* Problem description *
The word "rotate" may appear in some lines of the data; copy every such line.

Saved data entries:
────────
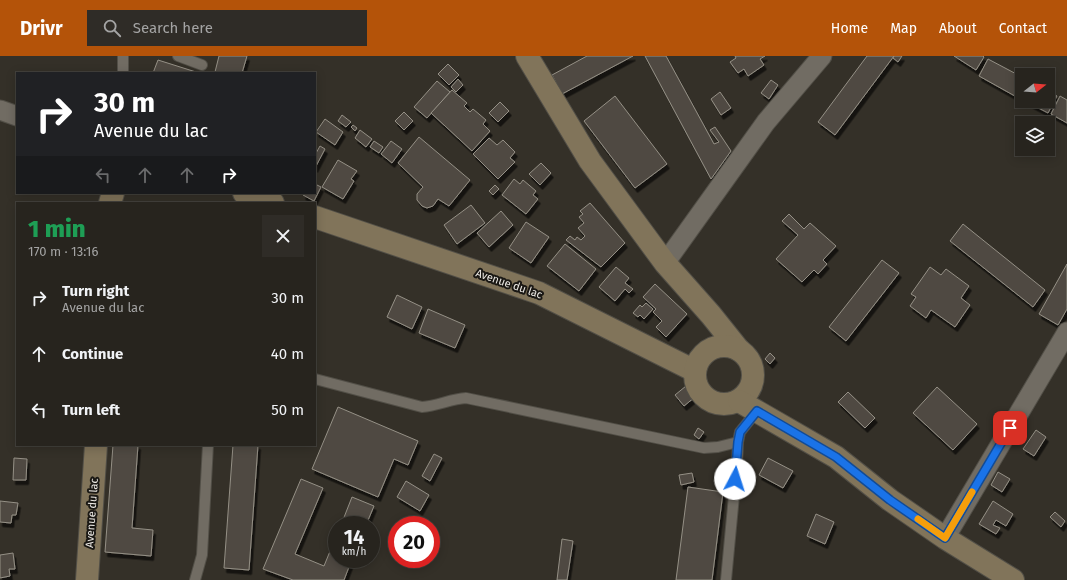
<!DOCTYPE html>
<meta charset="utf-8">
<style>
body{margin:0;font-family:"Fira Sans",sans-serif;background:#2f2c27;color:#f1f3f6;height:100vh;display:flex;flex-direction:column;font-size:15px;white-space:nowrap}
*{box-sizing:border-box;margin:0}
p{font-size:13px;color:#a4a4a4}
.icon{flex:none;width:22px;height:22px;fill:none;stroke:currentColor;stroke-width:2;stroke-linecap:round;stroke-linejoin:round}
.map{position:relative;flex:1;overflow:hidden}
.panel{position:absolute;left:16px;top:146px;width:300px;height:244px;display:flex;flex-direction:column;background:#27241e;border-radius:0px;box-shadow:0 2px 10px #0003,0 0 0 1px #43413c}
.panel>*{flex:none}
.banner{position:absolute;left:16px;top:16px;width:300px;height:122px;border-radius:0px;box-shadow:0 2px 10px #0003,0 0 0 1px #43413c;background:#202124;color:#fff;overflow:hidden}
.needle{width:26px;rotate:73deg}
.fabs{position:absolute;left:1015px;top:12px;display:grid;gap:8px}
.fabs a{display:grid;place-items:center;width:40px;height:40px;border-radius:0px;background:#27241e;box-shadow:0 2px 10px #0003,0 0 0 1px #43413c;font-size:20px}
.speed{position:absolute;left:328px;top:460px;display:flex;gap:8px;font-size:20px;font-weight:700;text-align:center}
.speed>*{display:grid;place-content:center;width:52px;height:52px;border-radius:50%;background:#27241e;box-shadow:0 2px 10px #0003,0 0 0 1px #43413c;line-height:1}
.speed small{font-size:10px;font-weight:400}
.speed .limit{border:6px solid #d22;background:#fff;color:#111}
.pin{position:absolute;display:grid;place-items:center;width:34px;height:34px;color:#fff;margin:-17px;border-radius:8px;box-shadow:0 2px 6px #0006}
.me{position:absolute;width:44px;margin:-22px;rotate:5deg;stroke-linejoin:round;filter:drop-shadow(0 0 3px #0008)}
.turn{display:flex;align-items:center;gap:14px;height:84px;padding:0 12px;font-size:18px}
.turn .icon{width:52px;height:52px;stroke-width:2.5}
.turn b{display:block;font-size:28px;line-height:34px}
.lanes{display:flex;align-items:center;height:38px;padding:0 12px;background:#0003;justify-content:center;gap:20px;direction:ltr}
.lanes .off{opacity:.35}
.round{display:grid;place-items:center;flex:none;width:42px;height:42px;border-radius:0px;background:#2f2c27}
.summary{display:flex;align-items:center;justify-content:space-between;height:68px;padding:0 12px}
h1{font-size:24px;font-weight:800;line-height:30px;color:#1e9e55}
ul{padding:0;list-style:none}
li{display:flex;align-items:center;gap:12px;height:56px;padding:0 12px}
li div{flex:1}
li b{display:block;font-size:15px}
li em{font-style:normal}
header{display:flex;align-items:center;gap:24px;box-sizing:border-box;height:56px;padding:0 20px;background:#b45309;color:#fff}
header strong{font-size:19px}
nav{display:flex;gap:22px;margin-inline-start:auto;font-size:14px}
.search{width:280px;height:36px;background:#2f2c27;display:flex;align-items:center;gap:10px;box-sizing:border-box;padding:0 14px;border-radius:0px;color:#a4a4a4;font-size:15px}
.map>svg:first-child{display:block}
.building{fill:#4f4a42;stroke:#959086;filter:url(#shadow)}
.lines{fill:none;stroke-linecap:round;stroke-linejoin:round}
.lane-casing{stroke:#524f47;stroke-width:12}
.street-casing{stroke:#524f47;stroke-width:21}
.secondary-casing{stroke:#524f47;stroke-width:24}
.lane{stroke:#716c63;stroke-width:10}
.street{stroke:#716c63;stroke-width:19}
.secondary{stroke:#81745a;stroke-width:22}
.route-casing{stroke:#114b97;stroke-width:10}
.route{stroke:#1a73e8;stroke-width:7}
.slow{stroke:#f59e0b;stroke-width:7}
.labels{text-anchor:middle;dominant-baseline:central;stroke-width:4;stroke-linejoin:round;paint-order:stroke}
.street-label{font-size:11px;fill:#edeae5;stroke:#1a1814}
</style>
<header>
<strong>Drivr</strong>
<div class="search"><svg class="icon" aria-label="search" viewBox="0 0 24 24"><circle cx="10" cy="10" r="6"/><path d="M15 15l6 6"/></svg>Search here</div>
<nav><a>Home</a><a>Map</a><a>About</a><a>Contact</a></nav>
</header>
<div class="map">
<svg width="1067" height="524" viewBox="0 0 1067 524">
<defs>
<filter id="shadow"><feDropShadow dx="2.5" dy="4.5" stdDeviation="0" flood-color="#0009"/></filter>
</defs>
<rect width="100%" height="100%" fill="#343028"/>
<g class="building">
<path d="M219,0H247L242,17H219L215,16Z"/>
<path d="M587,0H633L562,38L552,19Z"/>
<path d="M645,0H666L714,88L719,86L710,74L715,71L731,95L711,123Z"/>
<path d="M735,0H765L760,3L764,9L748,20L744,13L738,17L730,6L736,2Z"/>
<path d="M867,0H894L835,79L818,66Z"/>
<path d="M894,0H902L898,6L893,2Z"/>
<path d="M954,0H983L984,1L976,14Z"/>
<path d="M988,3L1022,21V44L979,20Z"/>
<path d="M158,4L196,16V17H153Z"/>
<path d="M448,8L459,19L449,29L438,18Z"/>
<path d="M458,23L463,29L456,36L451,31Z"/>
<path d="M771,24L778,29L769,43L761,37Z"/>
<path d="M437,25L450,36L427,62L414,51Z"/>
<path d="M452,34L467,47L464,50L470,56L473,53L486,64L483,68L490,75L472,95L431,57Z"/>
<path d="M1048,35L1057,40L1048,57L1025,45H1048Z"/>
<path d="M720,36L731,52L721,59L711,43Z"/>
<path d="M615,40L667,108L635,132L584,65Z"/>
<path d="M1060,40L1067,44V67L1051,58Z"/>
<path d="M500,46L509,55L498,66L489,57Z"/>
<path d="M404,56L413,65L404,74L395,65Z"/>
<path d="M342,59L351,66L346,71L338,65Z"/>
<path d="M325,63L343,76L335,89L316,76Z"/>
<path d="M353,69L357,72L355,75L351,71Z"/>
<path d="M360,74L372,83L366,91L355,82Z"/>
<path d="M419,81L470,124L449,150L438,143L433,150L427,152L422,150L417,144V138L423,131L398,107Z"/>
<path d="M489,82L497,89L503,84L515,96L510,102L515,106L498,123L473,98Z"/>
<path d="M374,85L383,91L379,97L370,91Z"/>
<path d="M391,85L402,93L392,107L381,98Z"/>
<path d="M320,90L325,93L315,112V99Z"/>
<path d="M338,104L357,115L351,123L354,125L343,143L322,131Z"/>
<path d="M541,107L551,117L540,129L529,118Z"/>
<path d="M514,123L520,128L523,124L536,135L533,139L538,143L526,158L502,139Z"/>
<path d="M315,128L321,131L314,145L303,139L304,137H315Z"/>
<path d="M495,129L499,133L493,139L489,135Z"/>
<path d="M590,147L625,187L601,211L566,184L570,180L575,184L577,181L581,184L585,180L578,172L584,167L579,161L583,158L580,155Z"/>
<path d="M471,149L485,167L457,188L444,169Z"/>
<path d="M501,155L513,169L489,191L477,177Z"/>
<path d="M789,158L804,173L810,167L836,190L823,204L827,208L818,218L814,214L802,226L776,203L798,179L782,165Z"/>
<path d="M526,166L549,181L531,207L509,192Z"/>
<path d="M963,168L1045,234L1033,251L950,185Z"/>
<path d="M565,188L596,213L579,235L547,210Z"/>
<path d="M882,204L899,217L846,285L829,271Z"/>
<path d="M1067,208V253L1058,269L1039,258Z"/>
<path d="M616,211L629,222L625,227L633,233L629,237L625,233L615,245L599,231Z"/>
<path d="M930,211L941,219L946,213L969,230L961,242L970,249L955,271L931,254L926,262L910,250L916,241L911,238Z"/>
<path d="M655,228L687,258L666,281L656,271L662,265L653,256L656,253L643,241Z"/>
<path d="M397,239L422,251L412,273L387,261Z"/>
<path d="M646,247L653,253L644,263L640,259L638,261L633,257L640,249L642,251Z"/>
<path d="M428,253L465,269L455,292L419,277Z"/>
<path d="M770,297L775,302L770,308L765,303Z"/>
<path d="M686,330L695,341L684,350L675,339Z"/>
<path d="M937,331L977,368L953,394L913,357Z"/>
<path d="M848,336L875,362L865,372L838,346Z"/>
<path d="M338,351L418,385L408,409L394,403L378,441L312,413Z"/>
<path d="M698,372L704,376L699,383L694,379Z"/>
<path d="M1036,374L1046,381L1034,400L1023,393Z"/>
<path d="M113,389H138L132,472L153,474L151,500L105,496Z"/>
<path d="M233,389H258L249,514L224,512Z"/>
<path d="M434,398L442,402L430,425L422,420Z"/>
<path d="M14,402L27,403L26,424H13Z"/>
<path d="M768,402L793,415L783,432L759,419Z"/>
<path d="M998,416L1010,423L1002,436L991,429Z"/>
<path d="M692,417L694,426L681,429L679,419Z"/>
<path d="M301,423L323,432L295,498L324,510L337,478V503H352L344,524H293L263,513Z"/>
<path d="M406,425L429,439L420,455L397,441Z"/>
<path d="M688,431L723,436L712,524H676Z"/>
<path d="M352,441L374,450L366,469H341Z"/>
<path d="M0,445L18,447L16,459H12L11,467L0,466Z"/>
<path d="M993,445L1013,458L1006,470L996,464L993,469L1000,472L996,478L979,468Z"/>
<path d="M1055,456L1065,465L1061,471L1050,461Z"/>
<path d="M816,458L834,466L825,488L807,480Z"/>
<path d="M562,483L573,485L567,524H557Z"/>
<path d="M13,497L15,513H9L10,520L0,522V499Z"/>
</g>
<g class="lines">
<g class="lane-casing">
<g id="lane">
<path d="M178,0L202,9"/>
<path d="M123,17V0"/>
<path d="M315,323L422,351C438,350 450,343 466,342L704,392L718,391L738,386"/>
<path d="M195,524L202,499L208,389"/>
<path d="M726,524L737,408L738,386L740,376L757,355"/>
</g>
</g>
<g class="street-casing">
<g id="street">
<path d="M0,54L17,60"/>
<path d="M665,207L766,66L822,0"/>
<path d="M945,482L1067,276"/>
</g>
</g>
<g class="secondary-casing">
<g id="secondary">
<path d="M527,0L590,105L665,207L711,259L739,294"/>
<path d="M244,137L273,147"/>
<path d="M110,147L113,137"/>
<path d="M315,161L539,237L695,315"/>
<circle cx="724" cy="319" r="29"/>
<path d="M739,345L836,401L890,444L945,482L1013,524"/>
<path d="M87,524L96,389"/>
</g>
</g>
<use href="#lane" class="lane"/>
<use href="#street" class="street"/>
<use href="#secondary" class="secondary"/>
</g>
<g class="lines">
<g class="route-casing">
<path id="route" d="M735,423L738,386L740,376L757,355L836,401L890,444L945,482L1010,372"/>
</g>
<use href="#route" class="route"/>
<path class="slow" d="M918,463L945,482L972,436"/>
</g>
<g class="labels">
<g class="street-label">
<text transform="translate(509 228) rotate(19)">Avenue du lac</text>
<text transform="translate(92 457) rotate(-86)">Avenue du lac</text>
</g>
</g>
</svg>
<div class="fabs">
<a><svg class="needle" viewBox="-14 -14 28 28"><path d="M0-13l5 13h-10z" fill="#e53935"/><path d="M0 13l5-13h-10z" fill="#a4a4a4"/></svg></a>
<a><svg class="icon" aria-label="layers" viewBox="0 0 24 24"><path d="M12 4l9 5-9 5-9-5zM3 14l9 5 9-5"/></svg></a>
</div>
<div class="speed"><div>14<small>km/h</small></div><div class="limit">20</div></div>
<div class="pin" style="left:1010px;top:372px;background:#d93025"><svg class="icon" aria-label="arrive" viewBox="0 0 24 24"><path d="M6 21V4h12l-3 4 3 4H6"/></svg></div>
<svg class="me" style="left:735px;top:423px" viewBox="-20 -20 40 40"><circle r="19" fill="#fff"/><path d="M0-13L10 11 0 6-10 11z" fill="#1a73e8"/></svg>
<div class="banner">
<div class="turn"><svg class="icon" aria-label="right" viewBox="0 0 24 24"><path d="M7 20v-9h11M14 6l5 5-5 5"/></svg><div><b>30 m</b>Avenue du lac</div></div>
<div class="lanes"><svg class="icon off" aria-label="left" viewBox="0 0 24 24"><path d="M17 20v-9H6M10 6l-5 5 5 5"/></svg><svg class="icon off" aria-label="ahead" viewBox="0 0 24 24"><path d="M12 20V5M6 11l6-6 6 6"/></svg><svg class="icon off" aria-label="ahead" viewBox="0 0 24 24"><path d="M12 20V5M6 11l6-6 6 6"/></svg><svg class="icon" aria-label="right" viewBox="0 0 24 24"><path d="M7 20v-9h11M14 6l5 5-5 5"/></svg></div>
</div>
<section class="panel">
<div class="summary"><div><h1>1 min</h1><p>170 m · 13:16</p></div><a class="round"><svg class="icon" aria-label="close" viewBox="0 0 24 24"><path d="M6 6l12 12M18 6L6 18"/></svg></a></div>
<ul>
<li><svg class="icon" aria-label="right" viewBox="0 0 24 24"><path d="M7 20v-9h11M14 6l5 5-5 5"/></svg><div><b>Turn right</b><p>Avenue du lac</p></div><em>30 m</em></li>
<li><svg class="icon" aria-label="ahead" viewBox="0 0 24 24"><path d="M12 20V5M6 11l6-6 6 6"/></svg><div><b>Continue</b></div><em>40 m</em></li>
<li><svg class="icon" aria-label="left" viewBox="0 0 24 24"><path d="M17 20v-9H6M10 6l-5 5 5 5"/></svg><div><b>Turn left</b></div><em>50 m</em></li>
</ul>
</section>
</div>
────────
* Answer section *
.needle{width:26px;rotate:73deg}
.me{position:absolute;width:44px;margin:-22px;rotate:5deg;stroke-linejoin:round;filter:drop-shadow(0 0 3px #0008)}
<text transform="translate(509 228) rotate(19)">Avenue du lac</text>
<text transform="translate(92 457) rotate(-86)">Avenue du lac</text>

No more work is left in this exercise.